══ Supplied data

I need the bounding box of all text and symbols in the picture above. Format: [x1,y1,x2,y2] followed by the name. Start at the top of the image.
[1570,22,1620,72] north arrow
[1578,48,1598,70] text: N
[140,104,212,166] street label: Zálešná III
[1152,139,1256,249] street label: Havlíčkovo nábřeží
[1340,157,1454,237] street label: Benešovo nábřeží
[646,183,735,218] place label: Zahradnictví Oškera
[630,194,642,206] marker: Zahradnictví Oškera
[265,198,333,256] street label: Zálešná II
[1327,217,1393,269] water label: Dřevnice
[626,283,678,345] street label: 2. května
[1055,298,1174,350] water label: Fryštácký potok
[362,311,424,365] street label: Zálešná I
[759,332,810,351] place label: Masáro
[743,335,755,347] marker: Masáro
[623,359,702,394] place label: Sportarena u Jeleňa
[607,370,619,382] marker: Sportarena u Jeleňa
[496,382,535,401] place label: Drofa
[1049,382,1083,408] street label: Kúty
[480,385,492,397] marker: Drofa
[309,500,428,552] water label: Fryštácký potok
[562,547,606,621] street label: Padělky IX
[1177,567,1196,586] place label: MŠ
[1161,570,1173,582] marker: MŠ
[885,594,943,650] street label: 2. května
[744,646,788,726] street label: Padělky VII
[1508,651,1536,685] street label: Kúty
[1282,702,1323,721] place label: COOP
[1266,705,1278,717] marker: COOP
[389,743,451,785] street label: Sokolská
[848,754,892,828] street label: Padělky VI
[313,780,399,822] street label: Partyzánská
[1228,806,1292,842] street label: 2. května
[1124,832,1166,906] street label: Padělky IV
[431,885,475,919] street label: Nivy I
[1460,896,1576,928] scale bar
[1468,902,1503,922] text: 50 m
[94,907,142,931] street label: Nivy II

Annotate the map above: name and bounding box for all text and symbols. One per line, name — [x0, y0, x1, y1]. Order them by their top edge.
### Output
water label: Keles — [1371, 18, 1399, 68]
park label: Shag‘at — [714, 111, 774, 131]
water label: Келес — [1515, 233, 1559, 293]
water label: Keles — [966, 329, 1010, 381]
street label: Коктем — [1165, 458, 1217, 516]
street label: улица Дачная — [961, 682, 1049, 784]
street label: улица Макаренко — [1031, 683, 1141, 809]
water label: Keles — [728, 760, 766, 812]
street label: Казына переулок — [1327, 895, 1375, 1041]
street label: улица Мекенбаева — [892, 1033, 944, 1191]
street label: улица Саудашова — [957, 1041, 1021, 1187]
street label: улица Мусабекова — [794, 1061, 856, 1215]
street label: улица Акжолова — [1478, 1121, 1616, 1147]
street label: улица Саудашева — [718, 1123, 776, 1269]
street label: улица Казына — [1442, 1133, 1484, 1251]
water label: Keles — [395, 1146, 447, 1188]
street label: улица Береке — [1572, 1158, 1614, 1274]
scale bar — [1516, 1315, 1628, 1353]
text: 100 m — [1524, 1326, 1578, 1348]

════

Task objective: Nothing but the lines from the one with "Annotate the map" to the last line of the data should appear in the answer, each exactly as it stands.

Response box:
Annotate the map above: name and bounding box for all text and symbols. One per line, name — [x0, y0, x1, y1]. Order them by their top edge.
### Output
water label: Keles — [1371, 18, 1399, 68]
park label: Shag‘at — [714, 111, 774, 131]
water label: Келес — [1515, 233, 1559, 293]
water label: Keles — [966, 329, 1010, 381]
street label: Коктем — [1165, 458, 1217, 516]
street label: улица Дачная — [961, 682, 1049, 784]
street label: улица Макаренко — [1031, 683, 1141, 809]
water label: Keles — [728, 760, 766, 812]
street label: Казына переулок — [1327, 895, 1375, 1041]
street label: улица Мекенбаева — [892, 1033, 944, 1191]
street label: улица Саудашова — [957, 1041, 1021, 1187]
street label: улица Мусабекова — [794, 1061, 856, 1215]
street label: улица Акжолова — [1478, 1121, 1616, 1147]
street label: улица Саудашева — [718, 1123, 776, 1269]
street label: улица Казына — [1442, 1133, 1484, 1251]
water label: Keles — [395, 1146, 447, 1188]
street label: улица Береке — [1572, 1158, 1614, 1274]
scale bar — [1516, 1315, 1628, 1353]
text: 100 m — [1524, 1326, 1578, 1348]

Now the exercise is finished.